What is needed: The required answer is each line in the entries below where "canvas" occurs.

----- Data extract

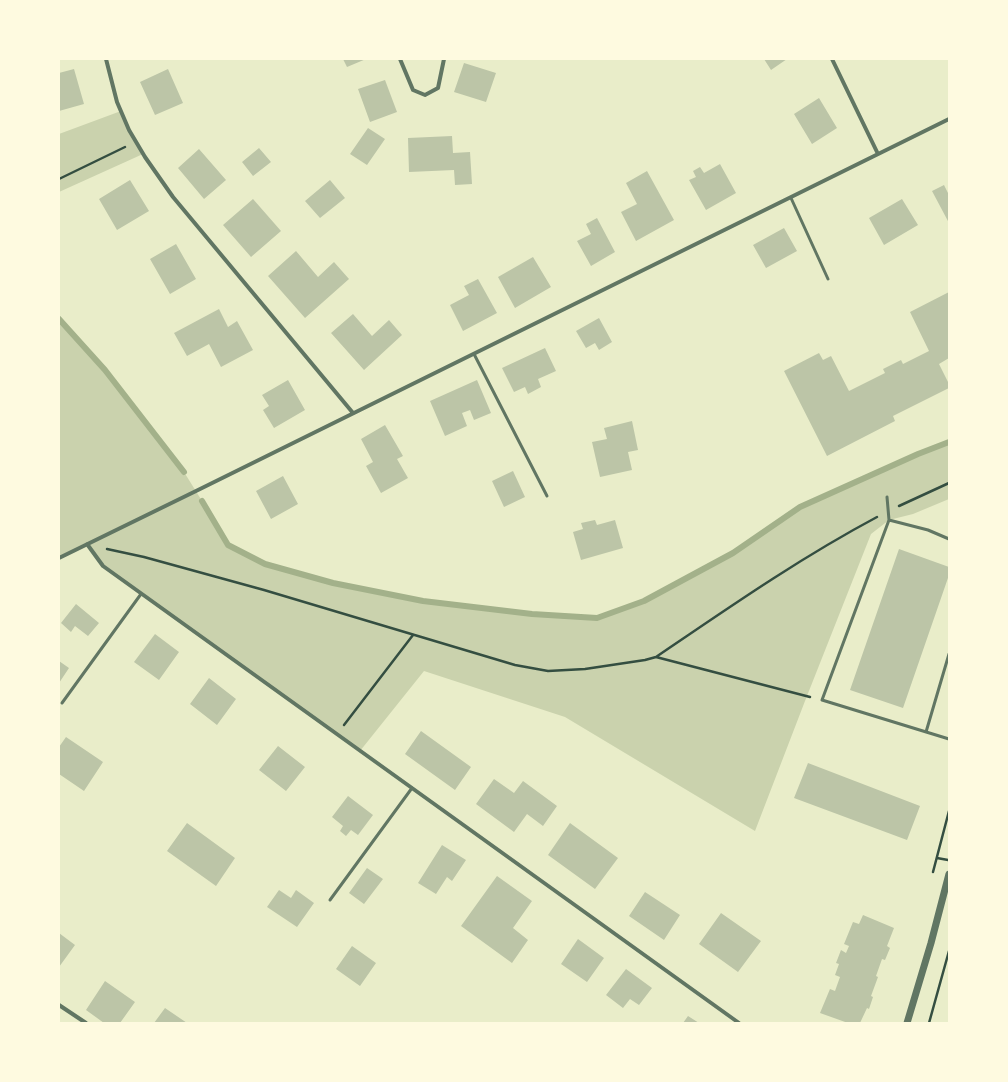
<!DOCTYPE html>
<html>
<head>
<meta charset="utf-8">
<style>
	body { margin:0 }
	#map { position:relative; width:1008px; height:1082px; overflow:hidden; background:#e9edc9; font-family:"Nunito Sans",sans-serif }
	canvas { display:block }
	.frame { position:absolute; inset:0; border:60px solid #fefae0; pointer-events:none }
</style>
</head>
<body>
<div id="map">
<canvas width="1008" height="1082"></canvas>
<div class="frame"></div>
</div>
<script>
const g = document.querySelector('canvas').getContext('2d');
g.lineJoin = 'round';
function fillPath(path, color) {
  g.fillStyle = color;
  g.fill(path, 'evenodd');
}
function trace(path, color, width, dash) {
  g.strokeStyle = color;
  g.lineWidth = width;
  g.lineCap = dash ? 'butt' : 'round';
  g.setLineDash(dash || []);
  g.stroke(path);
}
fillPath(new Path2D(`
	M121,111L143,154L59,192V134Z
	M59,319L105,370L184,472L202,501L228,545L265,564L333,583L423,601L532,614L597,618L644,601L733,553L800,507L918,454L949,442V499L913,514L889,520L871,534L805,701L755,831L565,717L424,671L360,751L104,567L87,544L59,558Z`), '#cad2ad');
trace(new Path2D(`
	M59,319L105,370L184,472
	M202,501L228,545L265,564L333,583L423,601L532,614L597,618L644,601L733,553L800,507L918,454L949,442`), '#a3b18a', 6);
fillPath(new Path2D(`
	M343,59H366L347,67Z
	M764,59H787L771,70Z
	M464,63L496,73L486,102L454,92Z
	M74,69L84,104L59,111V73Z
	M168,69L183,103L155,115L140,82Z
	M385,80L397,112L370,122L358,89Z
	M819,98L837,128L812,144L794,114Z
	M368,128L385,139L367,165L350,154Z
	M452,136L453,153L470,152L472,184L455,185L454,170L409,172L408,138Z
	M259,148L271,162L253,176L242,162Z
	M199,149L226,180L204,199L178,168Z
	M720,164L736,193L706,210L689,180L696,177L693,171L700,167L704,173Z
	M647,171L674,220L636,241L621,212L637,204L626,183Z
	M130,180L149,211L117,230L99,199Z
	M330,180L345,198L320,218L305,201Z
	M944,185L949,195V223L932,191Z
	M253,199L281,231L251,257L223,225Z
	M902,199L918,225L884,245L869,218Z
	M597,218L615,252L591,266L577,241L591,234L586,224Z
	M784,228L797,251L766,268L753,245Z
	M176,244L196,279L170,294L150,259Z
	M296,251L318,277L334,262L349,279L305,318L268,276Z
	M533,257L551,287L515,308L498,277Z
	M478,279L497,313L463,331L450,305L469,295L464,286Z
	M949,292V358L939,364L949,384V388L893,416L895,421L827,456L784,371L819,353L823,360L831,356L849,391L885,373L883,369L901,360L903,364L929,351L910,312Z
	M219,309L228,327L237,321L253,350L221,367L209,344L187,356L174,333Z
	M353,314L372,336L389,320L402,335L364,370L331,333Z
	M599,318L612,342L599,350L595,343L586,348L576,331Z
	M545,348L556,371L538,379L541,387L528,394L525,387L514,392L502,368Z
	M288,380L305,410L274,428L263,410L269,406L262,395Z
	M477,380L491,413L474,420L470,410L462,413L467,426L445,436L430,401Z
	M632,421L638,450L628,452L632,470L600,477L592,442L607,439L604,428Z
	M385,425L403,456L397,459L408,478L381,493L366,466L373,462L361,439Z
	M513,471L525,497L504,507L492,481Z
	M283,476L298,504L271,519L256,491Z
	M595,520L597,525L615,520L623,548L581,560L573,532L583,529L581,523Z
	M899,549L949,567V575L903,708L850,690Z
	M76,604L99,623L88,636L75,626L71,632L61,623Z
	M155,634L179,652L159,680L134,662Z
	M59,661L69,668L59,683Z
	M209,678L236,699L217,725L190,704Z
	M421,731L471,767L455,790L405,754Z
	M66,737L103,762L84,791L59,774V747Z
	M278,746L305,767L286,791L259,770Z
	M808,763L920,806L907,840L794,798Z
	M494,779L514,793L523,781L557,806L543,826L527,814L514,832L476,804Z
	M348,796L373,815L358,835L351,830L346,836L340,831L343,826L332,817Z
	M187,823L235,858L216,886L167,851Z
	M570,823L618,858L595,889L548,855Z
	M442,845L466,860L452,881L447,877L436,894L418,883Z
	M367,868L383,879L364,904L349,893Z
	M497,876L532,901L513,928L528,940L512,963L461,926Z
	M279,890L291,898L296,890L314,903L297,927L267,907Z
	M645,892L680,915L664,940L629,916Z
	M721,913L761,941L738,972L699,944Z
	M863,915L894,928L887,946L890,948L885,960L882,959L876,976L878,977L871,996L873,997L869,1009L867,1008L860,1023H848L820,1013L830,989L835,991L840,977L835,975L839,964L836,963L841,950L846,953L849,946L844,944L853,922L859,924Z
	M59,933L75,945L59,967Z
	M578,939L604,958L587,982L561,964Z
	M352,946L376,963L360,986L336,969Z
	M626,969L652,988L639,1005L630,999L623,1008L606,995Z
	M105,981L135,1002L120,1023H104L86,1010Z
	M165,1008L187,1023H154Z
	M688,1016L699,1023H683Z`), '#bcc5a7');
trace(new Path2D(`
	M59,179L125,147
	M899,506L949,483
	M107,549L144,557L264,590L515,665L548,671L585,669L645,660L656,657C728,608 800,558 877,517
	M656,657L810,697
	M344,725L413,635
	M937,858L948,860
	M933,872L949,811
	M929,1023L949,951`), '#344e41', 2.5);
trace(new Path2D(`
	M791,198L828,279
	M474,354L547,496
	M887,497L889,520L822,700L949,739
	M889,520L928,530L949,539
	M62,703L141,594
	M926,732L949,654
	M330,900L412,788`), '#617663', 3);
trace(new Path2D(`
	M106,59L117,102L129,130L145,157L173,197L353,413
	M400,59L413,90L425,95L438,88L444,59
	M832,59L878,154
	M87,544L103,566L739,1023
	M59,558L196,491L949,119
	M59,1005L86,1023`), '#617663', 4);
trace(new Path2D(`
	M907,1023L931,943L949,874`), '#617663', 7);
</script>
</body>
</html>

----------

Reply:
	canvas { display:block }
<canvas width="1008" height="1082"></canvas>
const g = document.querySelector('canvas').getContext('2d');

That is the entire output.